The Aston Centre for Growth is marking its fifth anniversary today and is celebrating providing specialist growth support to more than 1,000 SMEs and delivered over 23,000 hours of peer-to-peer learning since its launch.

The centre, which is part of Aston Business School at Aston University in Birmingham, has put more than 100 entrepreneurs in front of investors through the Pitchfest West Midlands programme, helping them to secure over £3m of angel investment.

One of the businesses to have benefited from the expertise offered by the centre is Tan Rosie, a Caribbean food business founded in 2010 by mother and daughter combo Monica Cudjoe and Lee Sylvester.

The duo started from their kitchen in Birmingham before completing the Aston Programme for Small Business Growth in 2018.

Since then, the business has relocated to new commercial premises in Witton to enable expansion and target other market sectors.

Sylvester said: “The course I completed at the Aston Centre for Growth gave me access to great resources, contacts and tools which all helped my business to grow. The lecturers and professors were not only highly engaging but the assignment of a mentor has helped me to keep focused while allowing my ideas to grow.”

Paula Whitehouse, director of the Centre for Growth, said: “The decision to set up the centre was in response to an increasing demand from small business leaders to support their growth ambition, and national stakeholders seeking to partner with Aston. The centre has enabled Aston to develop a clear brand around SME support aligned to the university’s strategy, and become firmly embedded in business support provision for the region.”

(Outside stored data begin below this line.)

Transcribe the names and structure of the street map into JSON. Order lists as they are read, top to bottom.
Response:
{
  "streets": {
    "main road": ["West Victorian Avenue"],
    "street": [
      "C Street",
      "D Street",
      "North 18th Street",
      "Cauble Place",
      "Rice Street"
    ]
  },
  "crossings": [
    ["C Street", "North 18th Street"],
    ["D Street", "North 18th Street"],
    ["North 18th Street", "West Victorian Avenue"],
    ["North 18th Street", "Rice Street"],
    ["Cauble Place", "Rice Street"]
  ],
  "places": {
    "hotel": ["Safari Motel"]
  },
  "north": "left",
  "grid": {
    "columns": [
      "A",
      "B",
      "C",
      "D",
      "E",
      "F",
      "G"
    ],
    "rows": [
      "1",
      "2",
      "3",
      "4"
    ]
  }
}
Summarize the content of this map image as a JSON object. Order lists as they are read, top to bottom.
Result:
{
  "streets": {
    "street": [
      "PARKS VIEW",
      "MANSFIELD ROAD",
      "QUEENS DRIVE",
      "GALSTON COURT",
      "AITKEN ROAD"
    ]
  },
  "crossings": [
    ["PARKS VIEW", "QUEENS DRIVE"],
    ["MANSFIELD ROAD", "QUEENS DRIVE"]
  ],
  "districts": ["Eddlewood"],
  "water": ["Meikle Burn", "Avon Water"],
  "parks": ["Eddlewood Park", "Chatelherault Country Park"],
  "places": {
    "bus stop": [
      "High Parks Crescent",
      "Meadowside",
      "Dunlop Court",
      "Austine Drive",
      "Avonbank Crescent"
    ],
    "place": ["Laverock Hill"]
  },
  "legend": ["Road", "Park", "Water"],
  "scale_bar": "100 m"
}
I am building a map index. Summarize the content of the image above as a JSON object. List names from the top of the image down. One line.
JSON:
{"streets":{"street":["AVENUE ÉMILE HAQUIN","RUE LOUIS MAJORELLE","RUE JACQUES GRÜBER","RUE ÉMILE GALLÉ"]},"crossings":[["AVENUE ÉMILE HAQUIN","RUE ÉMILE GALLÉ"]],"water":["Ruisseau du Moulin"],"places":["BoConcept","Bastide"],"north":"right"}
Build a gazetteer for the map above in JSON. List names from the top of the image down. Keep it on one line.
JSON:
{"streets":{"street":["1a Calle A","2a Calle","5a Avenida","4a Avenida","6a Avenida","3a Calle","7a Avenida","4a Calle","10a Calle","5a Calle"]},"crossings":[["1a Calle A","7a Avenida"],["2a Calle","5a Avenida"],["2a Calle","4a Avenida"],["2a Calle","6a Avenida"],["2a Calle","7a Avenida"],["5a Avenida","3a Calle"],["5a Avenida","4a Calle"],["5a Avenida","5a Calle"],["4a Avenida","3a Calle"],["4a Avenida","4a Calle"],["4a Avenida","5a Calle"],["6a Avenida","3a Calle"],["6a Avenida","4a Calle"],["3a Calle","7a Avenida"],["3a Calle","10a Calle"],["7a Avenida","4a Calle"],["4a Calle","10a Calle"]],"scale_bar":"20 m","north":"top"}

Professor Mark Hart, associate director of Aston Centre for Growth, said: “Our range of small business growth activities at the Centre for Growth has been instrumental in deepening an entrepreneurial culture across the West Midlands. The network of individual entrepreneurs and businesses we have created around the university is making a very positive contribution to the economy of the city region and its range of diverse communities and neighbourhoods. It is indeed an exemplar in the UK of what successful business engagement looks like for the university sector and is rooted in the entrepreneurship and small business research excellence among our faculty.”